[Start of Attachment]
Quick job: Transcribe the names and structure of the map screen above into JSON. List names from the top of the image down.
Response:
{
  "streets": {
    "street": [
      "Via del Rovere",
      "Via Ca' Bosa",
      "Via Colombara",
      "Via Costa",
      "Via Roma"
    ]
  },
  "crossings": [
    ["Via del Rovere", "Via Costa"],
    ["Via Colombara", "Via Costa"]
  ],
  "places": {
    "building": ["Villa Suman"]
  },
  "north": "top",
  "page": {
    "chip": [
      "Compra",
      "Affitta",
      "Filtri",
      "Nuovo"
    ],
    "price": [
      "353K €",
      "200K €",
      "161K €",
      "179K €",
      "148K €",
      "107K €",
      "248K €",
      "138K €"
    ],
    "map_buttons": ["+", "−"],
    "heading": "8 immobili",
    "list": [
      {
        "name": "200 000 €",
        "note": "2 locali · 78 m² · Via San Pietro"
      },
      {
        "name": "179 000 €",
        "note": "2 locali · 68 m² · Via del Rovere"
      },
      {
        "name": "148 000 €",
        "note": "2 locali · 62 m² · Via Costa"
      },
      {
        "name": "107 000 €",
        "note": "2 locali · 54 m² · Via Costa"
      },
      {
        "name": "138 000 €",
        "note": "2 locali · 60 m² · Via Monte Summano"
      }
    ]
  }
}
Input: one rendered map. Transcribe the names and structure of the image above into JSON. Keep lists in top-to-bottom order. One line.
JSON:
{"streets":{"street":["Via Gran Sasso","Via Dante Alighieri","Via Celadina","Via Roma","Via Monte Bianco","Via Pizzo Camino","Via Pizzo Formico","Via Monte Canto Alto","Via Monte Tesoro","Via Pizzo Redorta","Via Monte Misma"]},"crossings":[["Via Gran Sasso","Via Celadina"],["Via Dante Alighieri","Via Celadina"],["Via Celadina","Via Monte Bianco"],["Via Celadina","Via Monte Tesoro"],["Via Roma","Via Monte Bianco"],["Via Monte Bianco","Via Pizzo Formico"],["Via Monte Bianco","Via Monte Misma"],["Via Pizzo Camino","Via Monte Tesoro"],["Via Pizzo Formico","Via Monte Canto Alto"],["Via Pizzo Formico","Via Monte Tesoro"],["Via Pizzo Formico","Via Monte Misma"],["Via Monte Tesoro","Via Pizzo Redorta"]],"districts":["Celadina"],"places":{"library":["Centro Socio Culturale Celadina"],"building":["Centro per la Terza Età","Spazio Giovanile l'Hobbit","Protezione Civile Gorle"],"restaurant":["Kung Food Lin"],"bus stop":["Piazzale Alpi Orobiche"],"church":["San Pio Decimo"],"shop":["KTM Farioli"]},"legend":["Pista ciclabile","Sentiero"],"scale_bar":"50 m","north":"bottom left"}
[End of Attachment]
WHAT IS NEEDED:
For the data above, count every line in which the string "Transcribe" appears, and answer with the count only.

SOLVED PROBLEM:
2